Evolution of a localized electron spin in a nuclear spin environment

TL;DR

This paper investigates the dynamics of a localized electron spin interacting with a nuclear spin environment in quantum dots, revealing undamped oscillations and slow decay of correlations due to near-integrability.

Contribution

It introduces a semi-classical model accounting for position-dependent hyperfine coupling and analyzes the resulting classical dynamics, highlighting the non-decaying oscillations in spin correlations.

Findings

Electron spin correlation functions show no decay with arbitrary initial conditions.

Correlation functions exhibit complicated undamped oscillations.

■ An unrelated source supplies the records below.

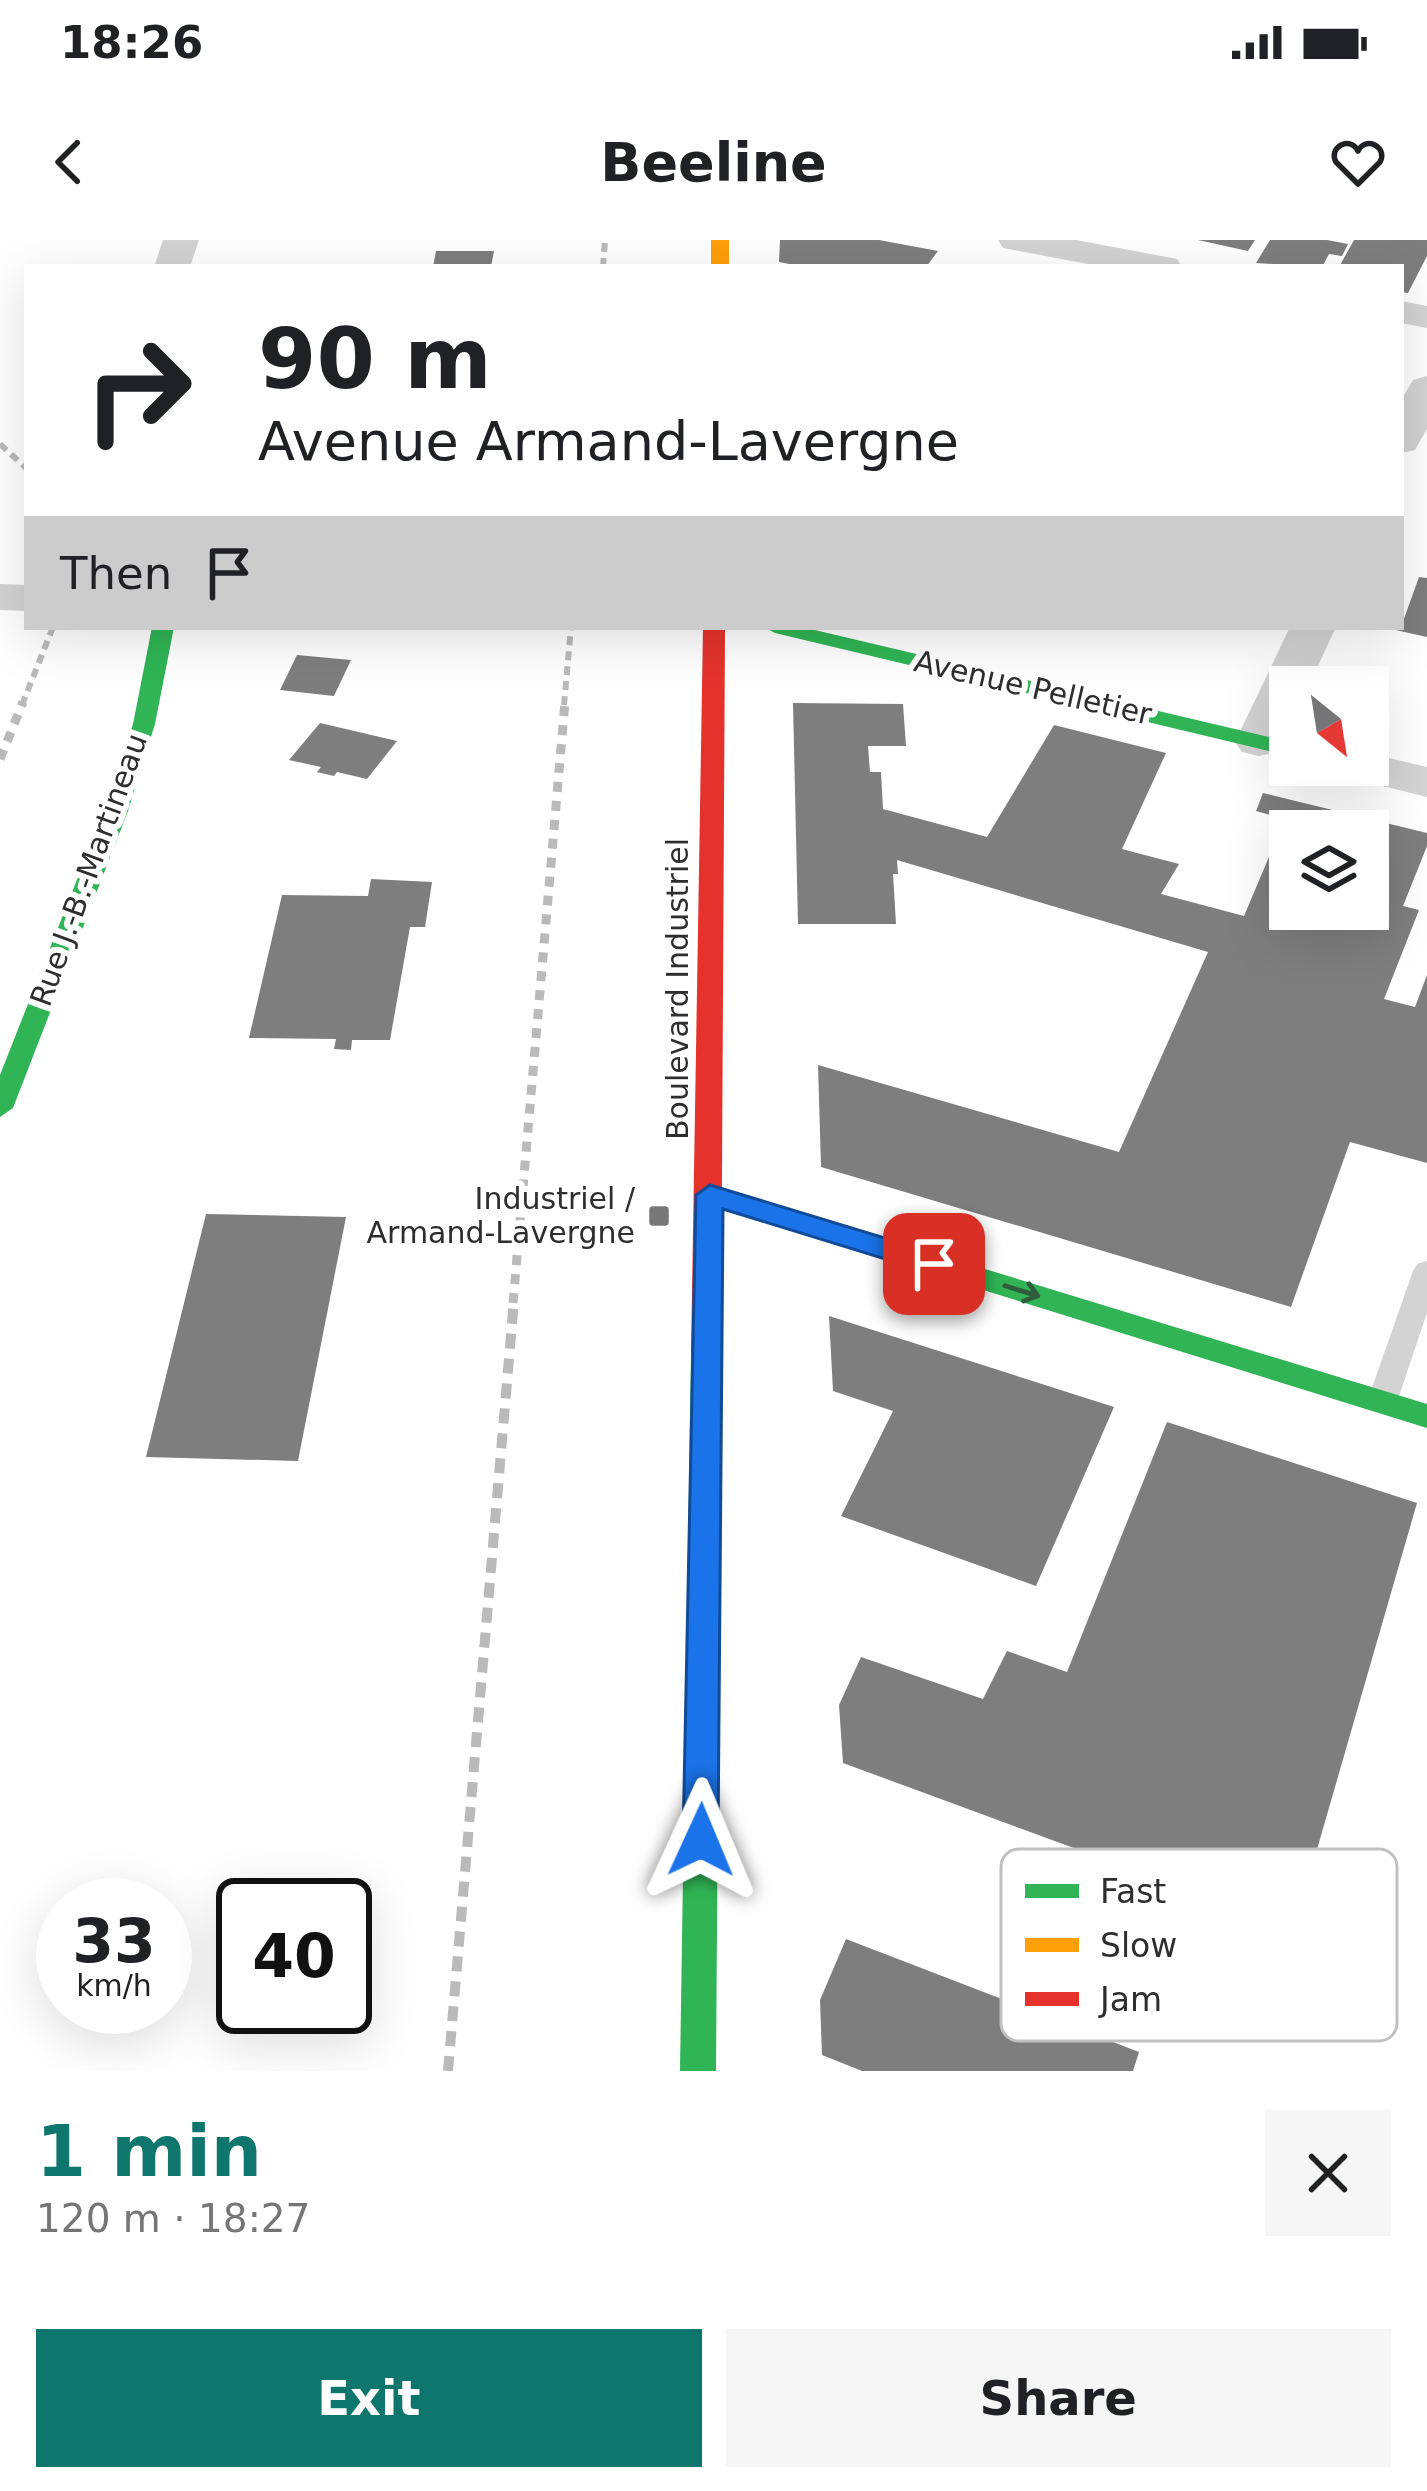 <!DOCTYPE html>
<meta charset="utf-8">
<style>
:root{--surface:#fff;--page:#f6f6f6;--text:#202124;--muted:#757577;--accent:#0f766e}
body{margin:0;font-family:"DejaVu Sans",sans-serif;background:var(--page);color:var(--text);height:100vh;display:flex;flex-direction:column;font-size:45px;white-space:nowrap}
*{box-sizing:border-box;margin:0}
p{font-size:39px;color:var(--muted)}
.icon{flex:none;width:66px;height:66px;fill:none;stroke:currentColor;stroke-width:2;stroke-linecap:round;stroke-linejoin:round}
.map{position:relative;height:1831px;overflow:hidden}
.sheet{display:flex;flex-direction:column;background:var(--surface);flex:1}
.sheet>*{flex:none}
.guide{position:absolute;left:24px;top:24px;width:1380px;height:366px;border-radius:0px;box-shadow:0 12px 48px #0002;background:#fff;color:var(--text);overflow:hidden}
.needle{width:78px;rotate:150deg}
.tools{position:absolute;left:1269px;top:426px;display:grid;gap:24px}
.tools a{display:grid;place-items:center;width:120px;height:120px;border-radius:0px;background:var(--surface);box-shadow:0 12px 48px #0002;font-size:60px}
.speed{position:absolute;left:36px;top:1638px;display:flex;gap:24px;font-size:60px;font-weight:700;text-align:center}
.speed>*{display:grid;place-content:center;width:156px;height:156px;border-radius:50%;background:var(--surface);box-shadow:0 12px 48px #0002;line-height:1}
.speed small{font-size:30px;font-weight:400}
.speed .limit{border:6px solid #111;border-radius:18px;background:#fff;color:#111}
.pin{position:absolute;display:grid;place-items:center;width:102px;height:102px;color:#fff;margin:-51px;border-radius:24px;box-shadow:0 6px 18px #0006}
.me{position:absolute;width:132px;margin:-66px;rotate:1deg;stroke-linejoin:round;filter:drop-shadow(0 0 9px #0008)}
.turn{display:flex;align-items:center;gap:42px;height:252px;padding:0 36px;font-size:54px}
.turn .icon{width:156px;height:156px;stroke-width:2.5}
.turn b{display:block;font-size:84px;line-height:102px}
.then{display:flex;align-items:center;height:114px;padding:0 36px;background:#0003;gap:24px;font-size:45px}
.round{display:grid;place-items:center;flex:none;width:126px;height:126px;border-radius:0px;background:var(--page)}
.overview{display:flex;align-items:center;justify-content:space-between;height:204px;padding:0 36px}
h1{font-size:72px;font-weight:600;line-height:90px;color:var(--accent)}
.button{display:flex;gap:24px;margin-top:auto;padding:24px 36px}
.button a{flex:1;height:138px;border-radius:0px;background:var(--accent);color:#fff;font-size:48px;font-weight:600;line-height:138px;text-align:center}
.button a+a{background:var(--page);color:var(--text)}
.status{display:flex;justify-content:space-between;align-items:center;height:84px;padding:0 60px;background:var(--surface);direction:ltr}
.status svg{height:33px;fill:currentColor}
header{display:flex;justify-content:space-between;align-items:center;height:156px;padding:0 36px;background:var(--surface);font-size:54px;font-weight:600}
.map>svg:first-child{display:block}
.building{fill:#7e7e7e;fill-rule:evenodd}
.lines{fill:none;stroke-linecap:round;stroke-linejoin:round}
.lane{fill:#d3d3d3;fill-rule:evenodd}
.street{fill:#d3d3d3;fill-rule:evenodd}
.fast{fill:#30b455;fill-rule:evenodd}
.slow{fill:#ff9f0a;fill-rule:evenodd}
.jam{fill:#e5322d;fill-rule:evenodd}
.rail-far2{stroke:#bababa;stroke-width:6;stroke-dasharray:9 6;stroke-linecap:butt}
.rail-far1{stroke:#bababa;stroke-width:9;stroke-dasharray:10 9;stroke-linecap:butt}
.rail{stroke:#bababa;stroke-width:10;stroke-dasharray:15 10;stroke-linecap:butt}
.oneway{stroke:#2f5d3c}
.route{fill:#1a73e8;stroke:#114b97;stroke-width:3}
.poi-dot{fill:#777;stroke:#fff;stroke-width:4.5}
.labels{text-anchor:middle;stroke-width:12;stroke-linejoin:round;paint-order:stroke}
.street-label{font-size:30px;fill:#2e2e2e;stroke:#fff}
.poi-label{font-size:30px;fill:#2e2e2e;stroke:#fff;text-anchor:end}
.key{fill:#fff;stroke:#c0c0c0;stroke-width:3}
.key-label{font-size:33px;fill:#2e2e2e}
</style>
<div class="status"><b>18:26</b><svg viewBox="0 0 49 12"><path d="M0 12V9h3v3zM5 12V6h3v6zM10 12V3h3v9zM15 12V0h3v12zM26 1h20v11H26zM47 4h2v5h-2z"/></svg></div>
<header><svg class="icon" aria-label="back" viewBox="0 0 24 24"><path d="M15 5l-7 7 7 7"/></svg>Beeline<svg class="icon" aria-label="heart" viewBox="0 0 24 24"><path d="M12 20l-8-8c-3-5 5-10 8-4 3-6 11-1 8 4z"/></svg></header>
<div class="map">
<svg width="1427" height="1831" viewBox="0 0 1427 1831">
<rect width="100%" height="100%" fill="#fff"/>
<path class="building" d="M 780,0 L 879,0 L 938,11 L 926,27 L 805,27 L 779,22 Z
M 1198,0 L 1255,0 L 1248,11 Z
M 1270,0 L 1327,0 L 1348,4 L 1342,16 L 1329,14 L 1322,27 L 1256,23 Z
M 1354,0 L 1427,0 L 1427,16 L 1408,53 L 1401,52 L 1401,27 L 1339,27 Z
M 436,11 L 494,11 L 491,27 L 433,27 Z
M 1419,337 L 1427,338 L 1427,397 L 1391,389 L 1401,387 Z
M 297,415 L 351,420 L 334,456 L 280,450 Z
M 793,463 L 903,464 L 906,506 L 868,506 L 870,532 L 881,532 L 883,569 L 987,597 L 1054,485 L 1166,513 L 1122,609 L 1179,624 L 1161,654 L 1244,676 L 1285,579 L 1256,571 L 1263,553 L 1427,593 L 1427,606 L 1403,666 L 1419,670 L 1384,759 L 1415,767 L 1427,735 L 1427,923 L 1350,902 L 1291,1067 L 821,927 L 818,825 L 1119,912 L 1208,712 L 897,620 L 898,634 L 893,634 L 896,684 L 798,684 ZM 1290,591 L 1368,591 L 1368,669 L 1290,669 Z
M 320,483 L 397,501 L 367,539 L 337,532 L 334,536 L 317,532 L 321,527 L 289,520 Z
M 371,639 L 432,642 L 425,687 L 410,687 L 390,800 L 352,800 L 351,810 L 334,809 L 336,799 L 249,798 L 282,655 L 368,656 Z
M 206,974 L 346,977 L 298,1221 L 146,1217 Z
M 829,1076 L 1114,1167 L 1036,1346 L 841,1276 L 893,1171 L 833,1151 Z
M 1167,1182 L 1417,1263 L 1294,1689 L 843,1523 L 839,1465 L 861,1417 L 983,1459 L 1007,1411 L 1067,1432 Z
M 846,1699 L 1139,1812 L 1133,1831 L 862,1831 L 822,1815 L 820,1760 Z"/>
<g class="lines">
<path class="lane" d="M 1427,1021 L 1427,1073 L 1397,1162 L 1392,1170 L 1372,1170 L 1367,1162 L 1413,1031 L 1417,1024 Z"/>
<path class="street" d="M 163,0 L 199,0 L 190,27 L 154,27 Z
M 998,0 L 1076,0 L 1177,19 L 1182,27 L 1104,27 L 1003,8 Z
M 1401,61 L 1427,66 L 1427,88 L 1401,83 Z
M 1427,136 L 1427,189 L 1415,210 L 1401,213 L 1401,160 L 1413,140 Z
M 0,344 L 27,345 L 27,371 L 0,370 Z
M 1290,387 L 1336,387 L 1308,447 L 1290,447 L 1290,486 L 1276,512 L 1259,516 L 1242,512 L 1235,502 Z
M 1368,513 L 1427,527 L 1427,557 L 1339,535 L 1332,525 L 1368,525 Z"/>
<path class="fast" d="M 152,387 L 174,387 L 155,484 L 128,571 L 13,868 L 0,877 L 0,835 L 104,571 L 133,484 Z
M 764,387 L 802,387 L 1290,502 L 1290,516 L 775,393 Z
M 710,945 L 1427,1164 L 1427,1188 L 700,962 L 696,955 Z
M 706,1103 L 716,1106 L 721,1114 L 716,1831 L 680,1831 L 691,1114 L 696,1106 Z"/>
<path class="slow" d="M 711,0 L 729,0 L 729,27 L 711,27 Z"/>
<path class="jam" d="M 703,387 L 725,387 L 721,1114 L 716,1122 L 696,1122 L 691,1114 Z"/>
<path class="rail-far2" d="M 603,27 L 605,0
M 0,204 L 27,229
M 22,465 L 53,387
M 564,465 L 571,387"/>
<path class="rail-far1" d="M 0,519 L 23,462
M 513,1063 L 565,462"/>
<path class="rail" d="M 448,1831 L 514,1060"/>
</g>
<defs><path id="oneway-shaft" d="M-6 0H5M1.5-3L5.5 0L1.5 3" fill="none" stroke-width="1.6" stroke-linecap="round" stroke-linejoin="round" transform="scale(3)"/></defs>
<use class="oneway" href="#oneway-shaft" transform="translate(1022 1051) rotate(17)"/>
<path class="route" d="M 710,945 L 944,1016 L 948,1024 L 934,1034 L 723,969 L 718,1600 L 713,1612 L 701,1616 L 689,1612 L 683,1600 L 696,955 Z"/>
<rect class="poi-dot" x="647" y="964" width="24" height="24" rx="6"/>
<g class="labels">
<g class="street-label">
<text transform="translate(1033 448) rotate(13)" y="10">Avenue Pelletier</text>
<text transform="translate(89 630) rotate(-70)" y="10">Rue J.-B.-Martineau</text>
<text transform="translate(678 749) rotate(-90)" y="10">Boulevard Industriel</text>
</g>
<g class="poi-label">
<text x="635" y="969">Industriel /<tspan x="635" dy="34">Armand-Lavergne</tspan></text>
</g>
</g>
<rect x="1001" y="1609" width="396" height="192" rx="18" class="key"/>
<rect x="1025" y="1644" width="54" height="14" fill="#30b455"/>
<rect x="1025" y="1698" width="54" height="14" fill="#ff9f0a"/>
<rect x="1025" y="1752" width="54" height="14" fill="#e5322d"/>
<g class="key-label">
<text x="1100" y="1663">Fast</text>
<text x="1100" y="1717">Slow</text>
<text x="1100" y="1771">Jam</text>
</g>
</svg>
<div class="tools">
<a><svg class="needle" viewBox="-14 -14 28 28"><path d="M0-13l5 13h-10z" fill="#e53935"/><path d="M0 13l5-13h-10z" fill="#757577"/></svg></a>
<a><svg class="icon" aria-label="layers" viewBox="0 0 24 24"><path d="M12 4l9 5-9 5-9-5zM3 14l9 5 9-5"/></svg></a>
</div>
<div class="speed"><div>33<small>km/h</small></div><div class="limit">40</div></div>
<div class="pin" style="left:934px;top:1024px;background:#d93025"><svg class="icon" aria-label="arrive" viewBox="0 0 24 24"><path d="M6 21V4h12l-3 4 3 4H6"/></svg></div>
<svg class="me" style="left:701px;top:1600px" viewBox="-20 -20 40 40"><path d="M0-17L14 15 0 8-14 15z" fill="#1a73e8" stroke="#fff" stroke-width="4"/></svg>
<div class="guide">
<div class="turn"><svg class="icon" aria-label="right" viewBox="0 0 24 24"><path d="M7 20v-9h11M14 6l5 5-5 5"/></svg><div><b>90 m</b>Avenue Armand-Lavergne</div></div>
<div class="then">Then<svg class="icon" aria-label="arrive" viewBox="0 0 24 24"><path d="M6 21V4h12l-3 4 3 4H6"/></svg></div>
</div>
</div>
<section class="sheet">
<div class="overview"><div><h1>1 min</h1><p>120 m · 18:27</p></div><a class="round"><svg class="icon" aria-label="close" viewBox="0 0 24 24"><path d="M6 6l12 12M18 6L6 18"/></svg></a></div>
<div class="button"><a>Exit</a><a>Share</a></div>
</section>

Ensemble-averaged correlations decay slowly as 1/ln(t).

Abstract

Motivated by recent interest in the role of the hyperfine interaction in quantum dots we study the dynamics of a localized electron spin coupled to many nuclei. An important feature of the model is that the coupling to an individual nuclear spin depends on its position in the quantum dot. We introduce a semi-classical description of the system valid in the limit of a large number of nuclei and analyze the resulting classical dynamics. Contrary to a natural assumption, the correlation functions of electron spin with an arbitrary initial condition show no decay in time. Rather, they exhibit complicated undamped oscillations. This may be attributed to the fact that the system has many integrals of motion and is close to an integrable one. The ensemble averaged correlation functions do exhibit a slow decay (1/ln(t)) for t -> \infty.